Stored data:
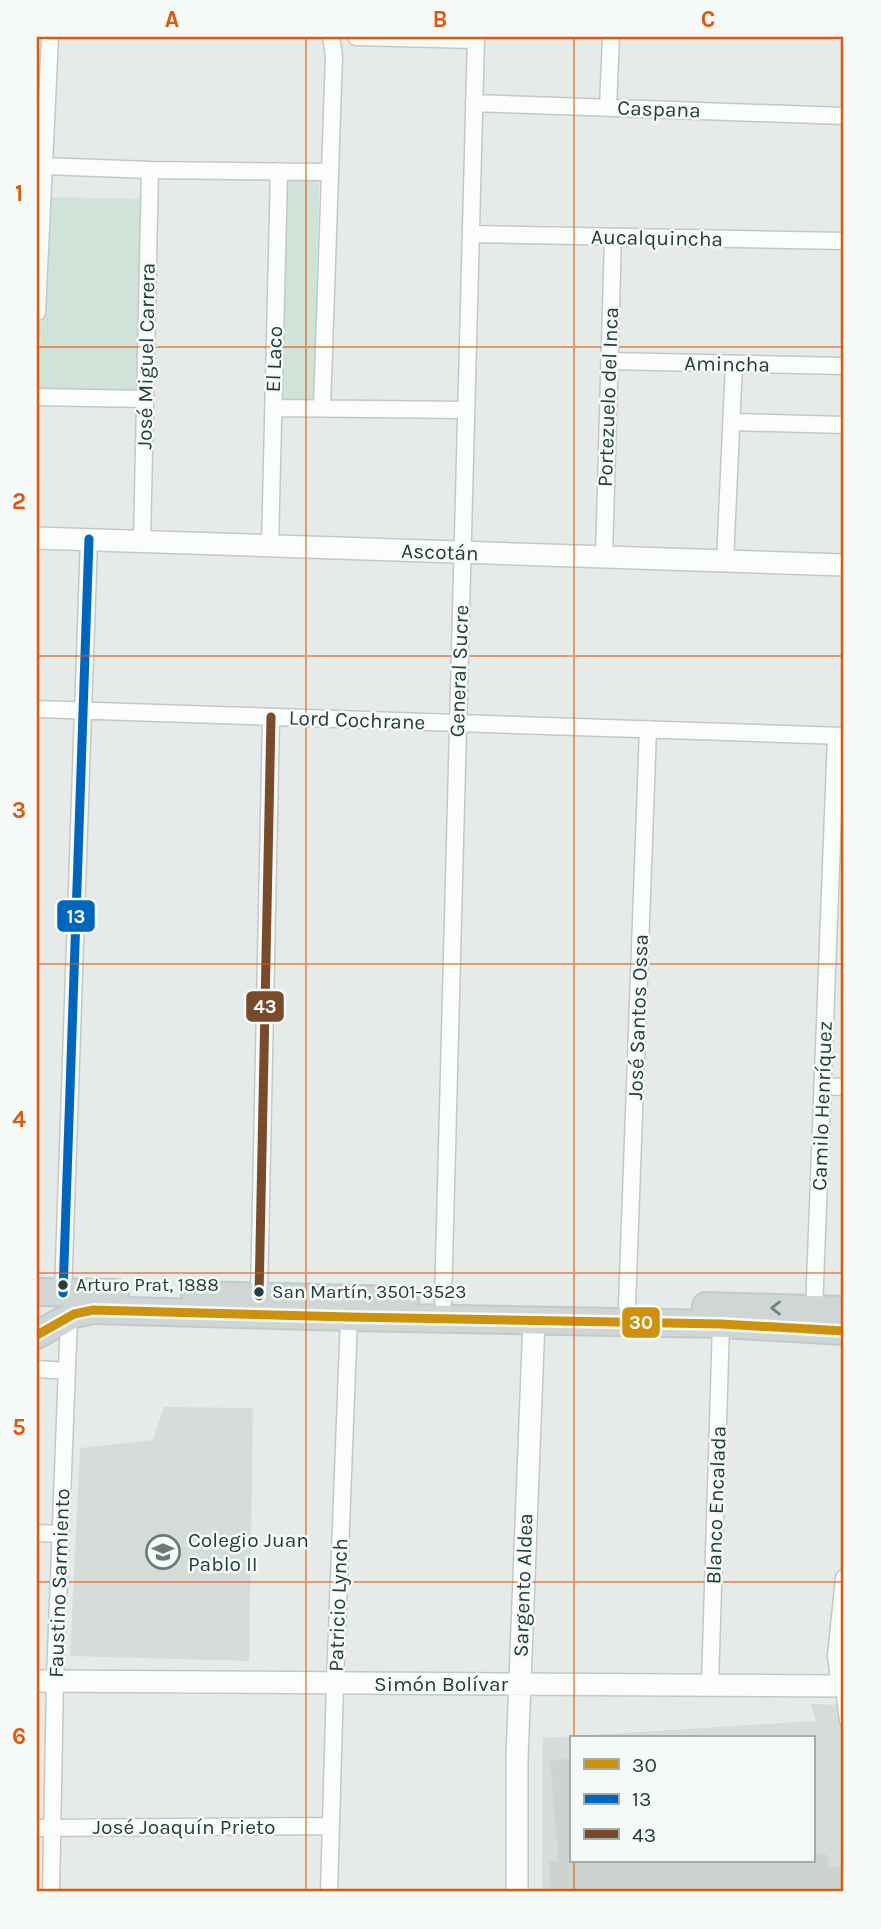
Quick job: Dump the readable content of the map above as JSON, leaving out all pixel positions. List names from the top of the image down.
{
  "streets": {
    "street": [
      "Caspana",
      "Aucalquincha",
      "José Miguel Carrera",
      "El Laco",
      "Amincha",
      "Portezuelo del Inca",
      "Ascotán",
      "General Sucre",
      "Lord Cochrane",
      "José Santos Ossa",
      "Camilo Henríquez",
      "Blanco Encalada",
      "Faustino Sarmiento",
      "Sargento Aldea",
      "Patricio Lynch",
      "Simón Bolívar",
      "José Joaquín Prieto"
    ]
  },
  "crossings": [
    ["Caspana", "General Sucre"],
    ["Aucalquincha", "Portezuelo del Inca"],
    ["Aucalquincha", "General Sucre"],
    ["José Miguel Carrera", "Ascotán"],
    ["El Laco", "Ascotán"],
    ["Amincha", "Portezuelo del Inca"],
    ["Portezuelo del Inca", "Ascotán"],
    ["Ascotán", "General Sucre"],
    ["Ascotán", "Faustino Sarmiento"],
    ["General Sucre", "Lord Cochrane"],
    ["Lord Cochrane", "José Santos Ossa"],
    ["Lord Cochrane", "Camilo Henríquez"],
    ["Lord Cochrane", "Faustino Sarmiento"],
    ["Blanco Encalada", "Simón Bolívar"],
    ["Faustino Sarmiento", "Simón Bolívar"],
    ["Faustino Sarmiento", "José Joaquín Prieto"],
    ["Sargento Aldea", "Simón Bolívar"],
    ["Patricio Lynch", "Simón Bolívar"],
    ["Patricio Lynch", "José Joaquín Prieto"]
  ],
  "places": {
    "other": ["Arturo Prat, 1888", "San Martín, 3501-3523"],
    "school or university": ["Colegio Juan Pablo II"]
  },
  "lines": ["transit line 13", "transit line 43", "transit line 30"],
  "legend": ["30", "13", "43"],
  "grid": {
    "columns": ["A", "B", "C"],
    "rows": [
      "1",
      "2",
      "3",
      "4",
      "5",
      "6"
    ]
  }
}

* ASSIGNED TASK *
Where an image appears in the data, skip it, and return the rest verbatim.

* RESULT OF THIS TASK *
Quick job: Dump the readable content of the map above as JSON, leaving out all pixel positions. List names from the top of the image down.
{
  "streets": {
    "street": [
      "Caspana",
      "Aucalquincha",
      "José Miguel Carrera",
      "El Laco",
      "Amincha",
      "Portezuelo del Inca",
      "Ascotán",
      "General Sucre",
      "Lord Cochrane",
      "José Santos Ossa",
      "Camilo Henríquez",
      "Blanco Encalada",
      "Faustino Sarmiento",
      "Sargento Aldea",
      "Patricio Lynch",
      "Simón Bolívar",
      "José Joaquín Prieto"
    ]
  },
  "crossings": [
    ["Caspana", "General Sucre"],
    ["Aucalquincha", "Portezuelo del Inca"],
    ["Aucalquincha", "General Sucre"],
    ["José Miguel Carrera", "Ascotán"],
    ["El Laco", "Ascotán"],
    ["Amincha", "Portezuelo del Inca"],
    ["Portezuelo del Inca", "Ascotán"],
    ["Ascotán", "General Sucre"],
    ["Ascotán", "Faustino Sarmiento"],
    ["General Sucre", "Lord Cochrane"],
    ["Lord Cochrane", "José Santos Ossa"],
    ["Lord Cochrane", "Camilo Henríquez"],
    ["Lord Cochrane", "Faustino Sarmiento"],
    ["Blanco Encalada", "Simón Bolívar"],
    ["Faustino Sarmiento", "Simón Bolívar"],
    ["Faustino Sarmiento", "José Joaquín Prieto"],
    ["Sargento Aldea", "Simón Bolívar"],
    ["Patricio Lynch", "Simón Bolívar"],
    ["Patricio Lynch", "José Joaquín Prieto"]
  ],
  "places": {
    "other": ["Arturo Prat, 1888", "San Martín, 3501-3523"],
    "school or university": ["Colegio Juan Pablo II"]
  },
  "lines": ["transit line 13", "transit line 43", "transit line 30"],
  "legend": ["30", "13", "43"],
  "grid": {
    "columns": ["A", "B", "C"],
    "rows": [
      "1",
      "2",
      "3",
      "4",
      "5",
      "6"
    ]
  }
}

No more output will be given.